→ Problem description
Return every record in full. Match each one exactly.

Saved entries
%%
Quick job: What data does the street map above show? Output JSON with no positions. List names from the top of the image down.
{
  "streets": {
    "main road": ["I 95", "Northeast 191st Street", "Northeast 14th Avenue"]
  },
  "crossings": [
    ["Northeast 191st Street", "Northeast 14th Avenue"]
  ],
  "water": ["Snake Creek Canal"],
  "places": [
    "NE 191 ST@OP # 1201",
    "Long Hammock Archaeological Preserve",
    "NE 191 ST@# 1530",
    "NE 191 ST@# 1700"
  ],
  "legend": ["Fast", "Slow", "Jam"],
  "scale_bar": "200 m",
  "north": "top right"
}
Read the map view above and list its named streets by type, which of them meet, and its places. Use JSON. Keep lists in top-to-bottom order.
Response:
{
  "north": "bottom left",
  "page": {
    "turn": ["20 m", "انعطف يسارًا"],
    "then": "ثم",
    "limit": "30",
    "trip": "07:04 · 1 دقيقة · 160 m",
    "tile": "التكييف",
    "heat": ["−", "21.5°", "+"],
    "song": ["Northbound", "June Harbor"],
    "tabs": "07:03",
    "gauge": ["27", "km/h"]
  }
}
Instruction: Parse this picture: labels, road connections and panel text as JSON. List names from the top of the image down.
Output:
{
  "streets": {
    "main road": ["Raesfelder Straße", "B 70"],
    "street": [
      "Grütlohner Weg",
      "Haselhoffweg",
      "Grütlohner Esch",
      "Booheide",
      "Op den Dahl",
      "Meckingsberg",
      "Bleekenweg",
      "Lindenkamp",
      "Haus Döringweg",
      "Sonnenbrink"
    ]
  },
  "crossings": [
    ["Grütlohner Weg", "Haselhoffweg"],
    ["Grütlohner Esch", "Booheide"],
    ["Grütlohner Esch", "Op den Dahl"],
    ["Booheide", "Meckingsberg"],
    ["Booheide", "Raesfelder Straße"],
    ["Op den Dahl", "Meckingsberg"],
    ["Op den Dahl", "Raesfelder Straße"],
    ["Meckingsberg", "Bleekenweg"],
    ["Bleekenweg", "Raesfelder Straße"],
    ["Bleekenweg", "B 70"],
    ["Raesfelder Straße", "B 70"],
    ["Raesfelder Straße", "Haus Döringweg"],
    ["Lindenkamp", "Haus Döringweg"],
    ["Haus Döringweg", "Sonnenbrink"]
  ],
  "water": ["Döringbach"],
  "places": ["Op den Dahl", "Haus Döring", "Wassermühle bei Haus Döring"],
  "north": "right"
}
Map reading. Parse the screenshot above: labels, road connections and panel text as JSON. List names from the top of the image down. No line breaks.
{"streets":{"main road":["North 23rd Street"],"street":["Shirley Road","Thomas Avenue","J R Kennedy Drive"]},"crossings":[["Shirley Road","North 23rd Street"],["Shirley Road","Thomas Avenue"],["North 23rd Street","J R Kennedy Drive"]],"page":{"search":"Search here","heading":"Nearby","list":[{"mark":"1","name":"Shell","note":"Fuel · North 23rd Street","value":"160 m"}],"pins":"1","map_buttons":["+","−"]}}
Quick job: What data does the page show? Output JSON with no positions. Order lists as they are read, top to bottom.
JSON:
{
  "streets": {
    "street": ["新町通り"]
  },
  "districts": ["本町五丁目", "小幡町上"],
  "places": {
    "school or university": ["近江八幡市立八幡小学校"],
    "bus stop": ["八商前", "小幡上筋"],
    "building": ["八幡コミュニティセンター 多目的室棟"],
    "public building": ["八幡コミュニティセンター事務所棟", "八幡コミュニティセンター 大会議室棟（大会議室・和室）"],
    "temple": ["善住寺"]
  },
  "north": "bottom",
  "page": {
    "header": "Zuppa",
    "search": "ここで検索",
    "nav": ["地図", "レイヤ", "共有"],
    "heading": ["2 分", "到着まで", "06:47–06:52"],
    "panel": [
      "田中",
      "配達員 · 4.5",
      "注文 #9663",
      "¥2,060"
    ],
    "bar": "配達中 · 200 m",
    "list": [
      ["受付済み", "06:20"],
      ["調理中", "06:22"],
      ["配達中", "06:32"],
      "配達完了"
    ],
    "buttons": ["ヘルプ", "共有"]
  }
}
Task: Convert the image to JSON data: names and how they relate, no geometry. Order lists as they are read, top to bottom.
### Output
%%
→ Reply
Quick job: What data does the street map above show? Output JSON with no positions. List names from the top of the image down.
{
  "streets": {
    "main road": ["I 95", "Northeast 191st Street", "Northeast 14th Avenue"]
  },
  "crossings": [
    ["Northeast 191st Street", "Northeast 14th Avenue"]
  ],
  "water": ["Snake Creek Canal"],
  "places": [
    "NE 191 ST@OP # 1201",
    "Long Hammock Archaeological Preserve",
    "NE 191 ST@# 1530",
    "NE 191 ST@# 1700"
  ],
  "legend": ["Fast", "Slow", "Jam"],
  "scale_bar": "200 m",
  "north": "top right"
}
Read the map view above and list its named streets by type, which of them meet, and its places. Use JSON. Keep lists in top-to-bottom order.
Response:
{
  "north": "bottom left",
  "page": {
    "turn": ["20 m", "انعطف يسارًا"],
    "then": "ثم",
    "limit": "30",
    "trip": "07:04 · 1 دقيقة · 160 m",
    "tile": "التكييف",
    "heat": ["−", "21.5°", "+"],
    "song": ["Northbound", "June Harbor"],
    "tabs": "07:03",
    "gauge": ["27", "km/h"]
  }
}
Instruction: Parse this picture: labels, road connections and panel text as JSON. List names from the top of the image down.
Output:
{
  "streets": {
    "main road": ["Raesfelder Straße", "B 70"],
    "street": [
      "Grütlohner Weg",
      "Haselhoffweg",
      "Grütlohner Esch",
      "Booheide",
      "Op den Dahl",
      "Meckingsberg",
      "Bleekenweg",
      "Lindenkamp",
      "Haus Döringweg",
      "Sonnenbrink"
    ]
  },
  "crossings": [
    ["Grütlohner Weg", "Haselhoffweg"],
    ["Grütlohner Esch", "Booheide"],
    ["Grütlohner Esch", "Op den Dahl"],
    ["Booheide", "Meckingsberg"],
    ["Booheide", "Raesfelder Straße"],
    ["Op den Dahl", "Meckingsberg"],
    ["Op den Dahl", "Raesfelder Straße"],
    ["Meckingsberg", "Bleekenweg"],
    ["Bleekenweg", "Raesfelder Straße"],
    ["Bleekenweg", "B 70"],
    ["Raesfelder Straße", "B 70"],
    ["Raesfelder Straße", "Haus Döringweg"],
    ["Lindenkamp", "Haus Döringweg"],
    ["Haus Döringweg", "Sonnenbrink"]
  ],
  "water": ["Döringbach"],
  "places": ["Op den Dahl", "Haus Döring", "Wassermühle bei Haus Döring"],
  "north": "right"
}
Map reading. Parse the screenshot above: labels, road connections and panel text as JSON. List names from the top of the image down. No line breaks.
{"streets":{"main road":["North 23rd Street"],"street":["Shirley Road","Thomas Avenue","J R Kennedy Drive"]},"crossings":[["Shirley Road","North 23rd Street"],["Shirley Road","Thomas Avenue"],["North 23rd Street","J R Kennedy Drive"]],"page":{"search":"Search here","heading":"Nearby","list":[{"mark":"1","name":"Shell","note":"Fuel · North 23rd Street","value":"160 m"}],"pins":"1","map_buttons":["+","−"]}}
Quick job: What data does the page show? Output JSON with no positions. Order lists as they are read, top to bottom.
JSON:
{
  "streets": {
    "street": ["新町通り"]
  },
  "districts": ["本町五丁目", "小幡町上"],
  "places": {
    "school or university": ["近江八幡市立八幡小学校"],
    "bus stop": ["八商前", "小幡上筋"],
    "building": ["八幡コミュニティセンター 多目的室棟"],
    "public building": ["八幡コミュニティセンター事務所棟", "八幡コミュニティセンター 大会議室棟（大会議室・和室）"],
    "temple": ["善住寺"]
  },
  "north": "bottom",
  "page": {
    "header": "Zuppa",
    "search": "ここで検索",
    "nav": ["地図", "レイヤ", "共有"],
    "heading": ["2 分", "到着まで", "06:47–06:52"],
    "panel": [
      "田中",
      "配達員 · 4.5",
      "注文 #9663",
      "¥2,060"
    ],
    "bar": "配達中 · 200 m",
    "list": [
      ["受付済み", "06:20"],
      ["調理中", "06:22"],
      ["配達中", "06:32"],
      "配達完了"
    ],
    "buttons": ["ヘルプ", "共有"]
  }
}
Task: Convert the image to JSON data: names and how they relate, no geometry. Order lists as they are read, top to bottom.
### Output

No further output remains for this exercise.